## Instructions to follow
Go through the data and retrieve each line that includes the string "heat".

Data extract Block Start

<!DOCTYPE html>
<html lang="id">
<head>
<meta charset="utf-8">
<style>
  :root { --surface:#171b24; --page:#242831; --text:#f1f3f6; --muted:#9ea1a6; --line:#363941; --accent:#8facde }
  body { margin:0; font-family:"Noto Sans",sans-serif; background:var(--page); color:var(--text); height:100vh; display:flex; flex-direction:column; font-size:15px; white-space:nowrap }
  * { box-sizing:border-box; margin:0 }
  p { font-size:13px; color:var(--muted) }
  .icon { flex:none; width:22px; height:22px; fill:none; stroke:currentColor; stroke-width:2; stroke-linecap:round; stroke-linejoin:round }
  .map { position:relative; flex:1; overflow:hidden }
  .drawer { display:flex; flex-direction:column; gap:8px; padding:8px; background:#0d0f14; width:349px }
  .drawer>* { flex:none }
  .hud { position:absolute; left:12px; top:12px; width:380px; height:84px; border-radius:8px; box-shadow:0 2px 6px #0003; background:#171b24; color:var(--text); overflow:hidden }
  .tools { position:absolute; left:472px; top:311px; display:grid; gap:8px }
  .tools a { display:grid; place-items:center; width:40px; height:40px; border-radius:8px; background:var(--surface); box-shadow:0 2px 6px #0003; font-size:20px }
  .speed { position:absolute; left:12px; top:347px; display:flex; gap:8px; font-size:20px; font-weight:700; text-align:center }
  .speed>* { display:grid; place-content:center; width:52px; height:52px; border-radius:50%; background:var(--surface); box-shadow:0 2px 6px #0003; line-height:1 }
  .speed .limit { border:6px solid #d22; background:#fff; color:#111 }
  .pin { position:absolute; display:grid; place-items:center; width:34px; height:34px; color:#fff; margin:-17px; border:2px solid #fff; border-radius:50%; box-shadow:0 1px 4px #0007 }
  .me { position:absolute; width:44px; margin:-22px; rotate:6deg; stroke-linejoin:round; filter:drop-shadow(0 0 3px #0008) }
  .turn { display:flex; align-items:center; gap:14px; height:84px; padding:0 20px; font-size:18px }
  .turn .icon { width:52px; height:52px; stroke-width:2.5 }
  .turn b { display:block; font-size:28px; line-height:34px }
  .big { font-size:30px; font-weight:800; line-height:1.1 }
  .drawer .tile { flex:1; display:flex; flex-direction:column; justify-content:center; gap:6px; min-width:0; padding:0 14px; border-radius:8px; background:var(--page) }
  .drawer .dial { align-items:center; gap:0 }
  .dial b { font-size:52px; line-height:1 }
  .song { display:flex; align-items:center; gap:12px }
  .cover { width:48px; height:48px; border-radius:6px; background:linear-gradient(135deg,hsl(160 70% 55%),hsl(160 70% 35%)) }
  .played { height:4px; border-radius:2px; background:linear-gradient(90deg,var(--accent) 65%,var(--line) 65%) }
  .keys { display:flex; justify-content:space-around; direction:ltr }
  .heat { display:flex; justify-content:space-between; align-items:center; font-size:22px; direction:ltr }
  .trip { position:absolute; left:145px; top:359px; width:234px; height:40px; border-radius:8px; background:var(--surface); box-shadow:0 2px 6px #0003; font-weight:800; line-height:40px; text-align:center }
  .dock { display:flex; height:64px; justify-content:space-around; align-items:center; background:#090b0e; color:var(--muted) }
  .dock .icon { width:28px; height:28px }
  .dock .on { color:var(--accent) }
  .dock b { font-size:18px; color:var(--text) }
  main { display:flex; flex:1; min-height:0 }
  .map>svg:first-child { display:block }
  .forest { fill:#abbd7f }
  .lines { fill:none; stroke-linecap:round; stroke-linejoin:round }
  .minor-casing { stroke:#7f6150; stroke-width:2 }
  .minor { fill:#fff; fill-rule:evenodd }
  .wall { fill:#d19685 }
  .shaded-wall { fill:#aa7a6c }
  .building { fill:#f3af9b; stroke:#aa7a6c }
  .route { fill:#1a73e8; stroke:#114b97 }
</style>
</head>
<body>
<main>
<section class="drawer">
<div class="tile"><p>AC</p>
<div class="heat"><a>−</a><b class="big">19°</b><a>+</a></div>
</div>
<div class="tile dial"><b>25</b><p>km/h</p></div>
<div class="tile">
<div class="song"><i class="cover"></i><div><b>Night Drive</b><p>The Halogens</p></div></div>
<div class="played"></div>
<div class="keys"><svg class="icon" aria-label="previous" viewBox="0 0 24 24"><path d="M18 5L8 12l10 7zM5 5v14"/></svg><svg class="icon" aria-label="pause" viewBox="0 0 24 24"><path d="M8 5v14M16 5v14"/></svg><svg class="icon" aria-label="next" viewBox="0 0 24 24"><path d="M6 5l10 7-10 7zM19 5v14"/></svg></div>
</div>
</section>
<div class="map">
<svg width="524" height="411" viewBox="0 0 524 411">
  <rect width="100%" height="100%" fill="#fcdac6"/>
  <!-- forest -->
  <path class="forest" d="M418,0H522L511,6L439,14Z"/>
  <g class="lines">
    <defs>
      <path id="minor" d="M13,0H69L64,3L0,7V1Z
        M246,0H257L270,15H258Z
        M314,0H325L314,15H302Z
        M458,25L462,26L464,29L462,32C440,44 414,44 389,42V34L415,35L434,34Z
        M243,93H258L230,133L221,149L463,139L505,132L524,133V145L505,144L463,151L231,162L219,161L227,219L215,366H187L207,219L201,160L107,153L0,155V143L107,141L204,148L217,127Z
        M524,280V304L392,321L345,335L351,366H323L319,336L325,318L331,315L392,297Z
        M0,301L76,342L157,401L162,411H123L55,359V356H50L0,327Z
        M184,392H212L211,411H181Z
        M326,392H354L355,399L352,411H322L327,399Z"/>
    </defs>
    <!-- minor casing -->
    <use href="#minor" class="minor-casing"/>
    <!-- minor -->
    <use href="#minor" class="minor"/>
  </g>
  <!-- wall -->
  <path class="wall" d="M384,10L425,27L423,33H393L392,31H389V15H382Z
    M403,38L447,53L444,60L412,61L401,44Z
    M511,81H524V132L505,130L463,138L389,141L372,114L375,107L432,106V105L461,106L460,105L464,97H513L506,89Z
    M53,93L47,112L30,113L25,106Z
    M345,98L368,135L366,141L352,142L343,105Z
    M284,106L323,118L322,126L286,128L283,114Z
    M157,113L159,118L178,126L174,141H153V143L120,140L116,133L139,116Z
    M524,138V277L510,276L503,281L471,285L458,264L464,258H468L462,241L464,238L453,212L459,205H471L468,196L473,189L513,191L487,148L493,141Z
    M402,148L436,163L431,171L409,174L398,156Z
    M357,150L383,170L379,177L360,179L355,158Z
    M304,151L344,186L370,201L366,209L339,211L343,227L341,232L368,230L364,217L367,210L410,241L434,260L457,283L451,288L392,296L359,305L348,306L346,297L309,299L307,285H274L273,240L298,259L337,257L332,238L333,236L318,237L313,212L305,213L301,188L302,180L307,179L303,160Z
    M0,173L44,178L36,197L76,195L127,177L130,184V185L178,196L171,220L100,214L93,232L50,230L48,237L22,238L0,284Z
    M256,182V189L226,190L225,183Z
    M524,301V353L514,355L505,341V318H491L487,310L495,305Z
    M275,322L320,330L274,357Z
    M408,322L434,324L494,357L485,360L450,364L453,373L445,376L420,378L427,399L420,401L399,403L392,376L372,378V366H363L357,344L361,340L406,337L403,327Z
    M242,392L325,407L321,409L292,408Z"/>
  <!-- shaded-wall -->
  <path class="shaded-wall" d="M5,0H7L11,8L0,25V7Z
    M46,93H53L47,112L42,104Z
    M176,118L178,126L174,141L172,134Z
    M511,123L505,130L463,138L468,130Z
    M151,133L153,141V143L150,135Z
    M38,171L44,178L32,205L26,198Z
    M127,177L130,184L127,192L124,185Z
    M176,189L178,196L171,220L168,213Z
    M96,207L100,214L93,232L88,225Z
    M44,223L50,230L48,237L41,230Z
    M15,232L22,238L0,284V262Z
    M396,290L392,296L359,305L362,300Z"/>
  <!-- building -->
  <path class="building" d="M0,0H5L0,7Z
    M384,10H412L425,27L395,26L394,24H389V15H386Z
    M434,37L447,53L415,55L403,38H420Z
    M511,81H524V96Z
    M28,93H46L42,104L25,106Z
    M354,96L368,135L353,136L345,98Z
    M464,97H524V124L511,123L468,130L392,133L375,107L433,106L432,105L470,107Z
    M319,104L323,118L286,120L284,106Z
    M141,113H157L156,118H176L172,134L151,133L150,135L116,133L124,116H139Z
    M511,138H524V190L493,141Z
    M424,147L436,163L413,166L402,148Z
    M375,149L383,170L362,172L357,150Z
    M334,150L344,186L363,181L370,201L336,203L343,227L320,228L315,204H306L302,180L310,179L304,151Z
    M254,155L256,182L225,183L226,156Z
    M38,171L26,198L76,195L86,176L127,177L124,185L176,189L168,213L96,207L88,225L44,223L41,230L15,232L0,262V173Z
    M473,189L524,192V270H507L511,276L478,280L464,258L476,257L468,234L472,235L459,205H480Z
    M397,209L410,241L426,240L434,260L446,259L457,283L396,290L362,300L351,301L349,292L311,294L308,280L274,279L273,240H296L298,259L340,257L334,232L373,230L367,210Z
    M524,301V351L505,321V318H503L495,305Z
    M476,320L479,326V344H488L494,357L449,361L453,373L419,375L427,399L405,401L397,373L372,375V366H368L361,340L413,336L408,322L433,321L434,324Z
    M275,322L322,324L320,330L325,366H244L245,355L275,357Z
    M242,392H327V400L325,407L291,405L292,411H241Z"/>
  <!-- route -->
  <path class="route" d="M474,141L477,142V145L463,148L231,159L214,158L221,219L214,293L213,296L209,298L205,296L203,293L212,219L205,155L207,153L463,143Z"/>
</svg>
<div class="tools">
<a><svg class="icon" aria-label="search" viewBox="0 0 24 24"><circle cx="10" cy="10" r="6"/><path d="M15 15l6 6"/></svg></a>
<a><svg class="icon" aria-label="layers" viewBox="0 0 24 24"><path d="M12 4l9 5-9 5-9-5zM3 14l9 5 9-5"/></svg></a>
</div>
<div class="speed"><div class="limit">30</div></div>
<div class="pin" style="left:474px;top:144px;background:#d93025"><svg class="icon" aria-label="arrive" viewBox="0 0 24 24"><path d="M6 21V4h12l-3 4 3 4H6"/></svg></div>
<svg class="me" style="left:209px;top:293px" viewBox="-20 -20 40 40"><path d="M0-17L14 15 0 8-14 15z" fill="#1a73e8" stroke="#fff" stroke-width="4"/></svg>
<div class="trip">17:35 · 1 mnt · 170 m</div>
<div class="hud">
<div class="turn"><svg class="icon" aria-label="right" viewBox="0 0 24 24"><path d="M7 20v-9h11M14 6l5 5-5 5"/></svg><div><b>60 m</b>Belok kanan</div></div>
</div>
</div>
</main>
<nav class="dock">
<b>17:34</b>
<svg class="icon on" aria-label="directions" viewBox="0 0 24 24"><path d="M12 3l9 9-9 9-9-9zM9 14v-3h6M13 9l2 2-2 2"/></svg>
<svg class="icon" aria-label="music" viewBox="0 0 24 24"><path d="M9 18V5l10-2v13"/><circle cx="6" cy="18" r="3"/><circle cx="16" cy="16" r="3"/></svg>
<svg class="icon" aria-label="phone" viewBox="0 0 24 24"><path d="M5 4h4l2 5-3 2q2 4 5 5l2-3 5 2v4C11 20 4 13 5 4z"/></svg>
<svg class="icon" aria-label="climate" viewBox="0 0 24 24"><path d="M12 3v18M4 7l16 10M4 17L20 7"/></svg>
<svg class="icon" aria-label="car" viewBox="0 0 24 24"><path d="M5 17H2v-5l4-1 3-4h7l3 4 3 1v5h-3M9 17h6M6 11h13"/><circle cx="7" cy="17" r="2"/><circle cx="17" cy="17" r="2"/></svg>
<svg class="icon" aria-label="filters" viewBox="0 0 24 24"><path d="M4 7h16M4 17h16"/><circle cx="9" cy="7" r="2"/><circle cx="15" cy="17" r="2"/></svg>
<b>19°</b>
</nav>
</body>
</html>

Data extract Block End
Data extract Block Start

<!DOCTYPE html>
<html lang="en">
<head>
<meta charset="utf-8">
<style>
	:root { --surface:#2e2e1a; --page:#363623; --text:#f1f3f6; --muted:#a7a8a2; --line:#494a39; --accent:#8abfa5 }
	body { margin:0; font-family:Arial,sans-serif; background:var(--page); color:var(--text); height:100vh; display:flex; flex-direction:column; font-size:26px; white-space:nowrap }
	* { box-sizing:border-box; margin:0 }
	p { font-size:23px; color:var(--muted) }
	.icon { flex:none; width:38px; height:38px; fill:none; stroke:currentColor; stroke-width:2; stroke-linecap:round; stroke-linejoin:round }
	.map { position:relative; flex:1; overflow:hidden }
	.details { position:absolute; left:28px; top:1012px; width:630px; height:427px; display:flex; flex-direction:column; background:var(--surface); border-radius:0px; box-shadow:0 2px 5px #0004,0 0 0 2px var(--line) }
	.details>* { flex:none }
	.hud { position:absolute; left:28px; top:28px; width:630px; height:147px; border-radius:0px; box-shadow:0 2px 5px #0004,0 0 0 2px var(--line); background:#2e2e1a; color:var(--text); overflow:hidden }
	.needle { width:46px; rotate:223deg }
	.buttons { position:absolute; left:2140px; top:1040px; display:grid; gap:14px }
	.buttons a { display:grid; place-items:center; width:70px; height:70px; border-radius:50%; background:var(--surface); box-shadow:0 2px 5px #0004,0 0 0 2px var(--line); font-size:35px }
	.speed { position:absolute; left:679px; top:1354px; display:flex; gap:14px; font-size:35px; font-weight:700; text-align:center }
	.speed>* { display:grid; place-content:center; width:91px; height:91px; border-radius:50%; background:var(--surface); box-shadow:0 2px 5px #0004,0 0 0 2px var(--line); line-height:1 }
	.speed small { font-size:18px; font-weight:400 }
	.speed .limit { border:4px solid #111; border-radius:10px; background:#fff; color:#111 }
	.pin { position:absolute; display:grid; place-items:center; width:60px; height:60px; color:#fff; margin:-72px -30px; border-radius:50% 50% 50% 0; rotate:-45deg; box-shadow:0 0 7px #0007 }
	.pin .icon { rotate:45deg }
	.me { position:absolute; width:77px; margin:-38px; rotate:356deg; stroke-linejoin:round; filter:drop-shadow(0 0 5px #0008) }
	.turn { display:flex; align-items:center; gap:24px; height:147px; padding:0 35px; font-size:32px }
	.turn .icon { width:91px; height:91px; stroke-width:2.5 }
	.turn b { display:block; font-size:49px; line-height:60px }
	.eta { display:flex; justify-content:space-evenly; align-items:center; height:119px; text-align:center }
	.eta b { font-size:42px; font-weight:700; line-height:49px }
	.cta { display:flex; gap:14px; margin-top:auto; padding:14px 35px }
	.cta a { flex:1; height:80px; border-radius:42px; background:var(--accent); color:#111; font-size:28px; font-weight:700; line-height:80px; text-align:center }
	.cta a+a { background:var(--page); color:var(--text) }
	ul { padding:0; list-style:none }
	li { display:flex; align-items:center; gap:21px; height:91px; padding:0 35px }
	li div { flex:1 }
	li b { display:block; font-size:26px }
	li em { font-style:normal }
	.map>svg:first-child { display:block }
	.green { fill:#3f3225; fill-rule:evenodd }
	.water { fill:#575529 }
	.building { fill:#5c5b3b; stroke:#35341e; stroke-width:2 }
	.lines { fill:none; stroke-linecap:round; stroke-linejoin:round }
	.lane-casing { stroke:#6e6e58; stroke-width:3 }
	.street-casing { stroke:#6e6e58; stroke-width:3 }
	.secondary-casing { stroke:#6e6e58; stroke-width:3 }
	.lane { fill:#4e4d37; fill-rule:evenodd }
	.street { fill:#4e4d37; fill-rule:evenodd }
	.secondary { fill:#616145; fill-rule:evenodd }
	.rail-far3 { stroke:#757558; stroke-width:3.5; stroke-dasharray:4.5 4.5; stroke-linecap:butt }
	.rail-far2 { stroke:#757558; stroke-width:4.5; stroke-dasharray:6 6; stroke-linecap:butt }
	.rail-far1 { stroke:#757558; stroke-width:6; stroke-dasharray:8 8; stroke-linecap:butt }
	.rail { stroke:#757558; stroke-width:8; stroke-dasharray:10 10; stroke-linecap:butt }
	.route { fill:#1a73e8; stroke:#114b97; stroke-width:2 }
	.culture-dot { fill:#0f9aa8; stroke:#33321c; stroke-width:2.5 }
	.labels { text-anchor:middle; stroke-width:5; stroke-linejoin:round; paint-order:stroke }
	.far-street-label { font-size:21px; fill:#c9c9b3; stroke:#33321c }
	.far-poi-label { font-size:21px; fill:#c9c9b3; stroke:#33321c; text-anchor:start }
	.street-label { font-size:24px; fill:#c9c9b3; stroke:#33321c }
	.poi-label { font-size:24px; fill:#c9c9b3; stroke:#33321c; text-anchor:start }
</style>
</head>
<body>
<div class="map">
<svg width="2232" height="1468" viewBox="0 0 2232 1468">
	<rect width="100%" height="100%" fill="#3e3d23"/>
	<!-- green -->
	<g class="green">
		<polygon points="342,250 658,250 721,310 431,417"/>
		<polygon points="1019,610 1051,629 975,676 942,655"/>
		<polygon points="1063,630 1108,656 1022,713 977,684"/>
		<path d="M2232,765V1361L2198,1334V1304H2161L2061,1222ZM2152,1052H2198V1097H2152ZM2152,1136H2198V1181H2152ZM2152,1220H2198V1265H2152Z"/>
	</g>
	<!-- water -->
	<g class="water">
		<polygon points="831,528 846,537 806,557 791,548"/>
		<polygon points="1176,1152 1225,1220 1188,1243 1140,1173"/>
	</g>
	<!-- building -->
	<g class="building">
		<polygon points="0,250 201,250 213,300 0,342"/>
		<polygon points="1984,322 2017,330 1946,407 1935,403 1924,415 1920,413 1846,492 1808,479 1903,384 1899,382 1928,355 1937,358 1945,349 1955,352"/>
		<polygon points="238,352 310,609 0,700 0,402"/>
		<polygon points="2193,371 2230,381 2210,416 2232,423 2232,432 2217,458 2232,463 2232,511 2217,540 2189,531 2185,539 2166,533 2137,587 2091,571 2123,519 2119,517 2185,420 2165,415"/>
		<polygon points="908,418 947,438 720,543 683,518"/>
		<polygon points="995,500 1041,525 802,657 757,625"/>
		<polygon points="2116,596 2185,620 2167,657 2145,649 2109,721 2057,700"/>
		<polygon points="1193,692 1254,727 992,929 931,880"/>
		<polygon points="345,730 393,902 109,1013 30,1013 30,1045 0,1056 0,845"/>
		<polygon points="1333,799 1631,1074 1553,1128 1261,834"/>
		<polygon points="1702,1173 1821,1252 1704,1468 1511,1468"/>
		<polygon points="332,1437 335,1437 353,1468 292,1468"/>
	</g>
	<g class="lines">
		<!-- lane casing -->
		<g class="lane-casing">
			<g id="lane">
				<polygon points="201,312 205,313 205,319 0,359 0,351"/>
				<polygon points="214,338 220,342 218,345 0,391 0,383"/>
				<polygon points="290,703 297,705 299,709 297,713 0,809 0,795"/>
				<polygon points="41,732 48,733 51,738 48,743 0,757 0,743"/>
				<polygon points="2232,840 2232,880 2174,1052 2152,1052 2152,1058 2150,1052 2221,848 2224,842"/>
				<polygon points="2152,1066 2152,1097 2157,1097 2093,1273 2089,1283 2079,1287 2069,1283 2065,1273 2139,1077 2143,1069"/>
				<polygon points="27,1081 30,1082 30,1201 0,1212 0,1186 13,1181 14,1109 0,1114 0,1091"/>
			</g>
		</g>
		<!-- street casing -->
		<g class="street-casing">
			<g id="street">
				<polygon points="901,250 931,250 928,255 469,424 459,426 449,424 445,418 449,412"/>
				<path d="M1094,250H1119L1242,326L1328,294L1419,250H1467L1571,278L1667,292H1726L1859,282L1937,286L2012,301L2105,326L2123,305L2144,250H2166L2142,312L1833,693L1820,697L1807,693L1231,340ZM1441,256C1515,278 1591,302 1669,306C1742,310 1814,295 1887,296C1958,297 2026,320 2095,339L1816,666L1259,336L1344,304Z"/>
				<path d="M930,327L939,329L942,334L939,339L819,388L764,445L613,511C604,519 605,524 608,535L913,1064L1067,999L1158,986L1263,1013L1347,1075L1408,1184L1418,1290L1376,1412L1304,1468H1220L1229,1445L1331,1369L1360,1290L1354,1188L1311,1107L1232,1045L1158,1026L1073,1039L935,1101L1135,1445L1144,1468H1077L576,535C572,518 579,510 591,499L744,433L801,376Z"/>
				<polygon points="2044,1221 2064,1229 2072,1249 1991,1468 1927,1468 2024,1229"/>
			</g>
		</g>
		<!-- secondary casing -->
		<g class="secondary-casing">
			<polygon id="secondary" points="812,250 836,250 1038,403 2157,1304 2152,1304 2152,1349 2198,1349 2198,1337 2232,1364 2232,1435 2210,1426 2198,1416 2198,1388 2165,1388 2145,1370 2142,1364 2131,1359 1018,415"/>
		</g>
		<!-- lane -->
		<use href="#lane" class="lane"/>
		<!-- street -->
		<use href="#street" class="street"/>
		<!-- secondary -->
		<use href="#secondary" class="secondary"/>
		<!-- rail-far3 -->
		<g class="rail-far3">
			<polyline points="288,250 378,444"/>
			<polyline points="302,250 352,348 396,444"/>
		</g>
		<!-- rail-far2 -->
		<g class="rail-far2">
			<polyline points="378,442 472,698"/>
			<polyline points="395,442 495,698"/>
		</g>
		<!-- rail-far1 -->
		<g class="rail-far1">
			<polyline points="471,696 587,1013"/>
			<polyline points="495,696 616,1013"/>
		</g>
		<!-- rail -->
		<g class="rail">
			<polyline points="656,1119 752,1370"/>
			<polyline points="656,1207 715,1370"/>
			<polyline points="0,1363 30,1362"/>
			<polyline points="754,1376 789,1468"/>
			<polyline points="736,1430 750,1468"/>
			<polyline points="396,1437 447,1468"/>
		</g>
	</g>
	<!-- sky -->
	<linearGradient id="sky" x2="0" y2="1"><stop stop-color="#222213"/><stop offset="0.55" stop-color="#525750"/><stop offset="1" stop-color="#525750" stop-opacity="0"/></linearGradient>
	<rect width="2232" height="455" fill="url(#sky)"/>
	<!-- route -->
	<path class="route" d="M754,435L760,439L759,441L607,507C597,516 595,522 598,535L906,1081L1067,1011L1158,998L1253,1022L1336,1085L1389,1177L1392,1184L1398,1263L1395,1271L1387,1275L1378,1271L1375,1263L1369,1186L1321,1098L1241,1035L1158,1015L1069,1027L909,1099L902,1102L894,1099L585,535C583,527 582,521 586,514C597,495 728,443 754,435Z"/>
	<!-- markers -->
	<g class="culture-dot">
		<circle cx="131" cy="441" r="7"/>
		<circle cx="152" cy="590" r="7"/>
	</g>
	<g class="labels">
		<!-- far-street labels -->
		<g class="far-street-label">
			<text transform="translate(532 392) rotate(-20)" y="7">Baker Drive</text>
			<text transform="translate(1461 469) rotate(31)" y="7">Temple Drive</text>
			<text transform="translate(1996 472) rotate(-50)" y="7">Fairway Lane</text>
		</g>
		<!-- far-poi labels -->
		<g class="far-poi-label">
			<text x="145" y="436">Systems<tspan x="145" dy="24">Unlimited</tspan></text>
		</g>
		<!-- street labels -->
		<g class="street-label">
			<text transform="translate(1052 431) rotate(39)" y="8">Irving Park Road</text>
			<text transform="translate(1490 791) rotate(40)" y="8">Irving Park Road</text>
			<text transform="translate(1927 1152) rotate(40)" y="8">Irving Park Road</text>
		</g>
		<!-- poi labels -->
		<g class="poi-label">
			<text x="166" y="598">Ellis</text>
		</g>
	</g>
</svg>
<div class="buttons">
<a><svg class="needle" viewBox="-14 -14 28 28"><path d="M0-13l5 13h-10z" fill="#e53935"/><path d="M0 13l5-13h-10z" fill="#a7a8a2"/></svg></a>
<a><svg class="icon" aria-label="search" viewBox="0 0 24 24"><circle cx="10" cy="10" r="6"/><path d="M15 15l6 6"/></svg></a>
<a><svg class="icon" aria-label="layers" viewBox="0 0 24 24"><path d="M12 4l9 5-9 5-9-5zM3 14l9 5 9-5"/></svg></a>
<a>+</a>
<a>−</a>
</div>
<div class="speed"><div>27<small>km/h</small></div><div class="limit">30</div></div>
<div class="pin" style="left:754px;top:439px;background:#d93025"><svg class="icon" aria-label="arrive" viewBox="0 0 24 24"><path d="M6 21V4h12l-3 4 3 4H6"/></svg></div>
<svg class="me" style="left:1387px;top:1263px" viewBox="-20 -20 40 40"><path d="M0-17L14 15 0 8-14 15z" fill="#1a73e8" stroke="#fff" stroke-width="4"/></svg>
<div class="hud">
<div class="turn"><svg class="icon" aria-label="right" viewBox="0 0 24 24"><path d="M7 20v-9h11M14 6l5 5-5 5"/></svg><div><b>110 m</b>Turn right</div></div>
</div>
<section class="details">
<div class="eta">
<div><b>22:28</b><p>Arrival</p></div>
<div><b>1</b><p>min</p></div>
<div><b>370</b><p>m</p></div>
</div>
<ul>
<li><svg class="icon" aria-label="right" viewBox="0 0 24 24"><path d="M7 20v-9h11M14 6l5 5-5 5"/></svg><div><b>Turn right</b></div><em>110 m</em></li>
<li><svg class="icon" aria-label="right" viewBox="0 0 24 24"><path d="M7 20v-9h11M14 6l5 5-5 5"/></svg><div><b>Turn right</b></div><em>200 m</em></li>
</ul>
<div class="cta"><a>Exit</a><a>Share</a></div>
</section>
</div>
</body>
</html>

Data extract Block End

## Exercise solution
  .heat { display:flex; justify-content:space-between; align-items:center; font-size:22px; direction:ltr }
<div class="heat"><a>−</a><b class="big">19°</b><a>+</a></div>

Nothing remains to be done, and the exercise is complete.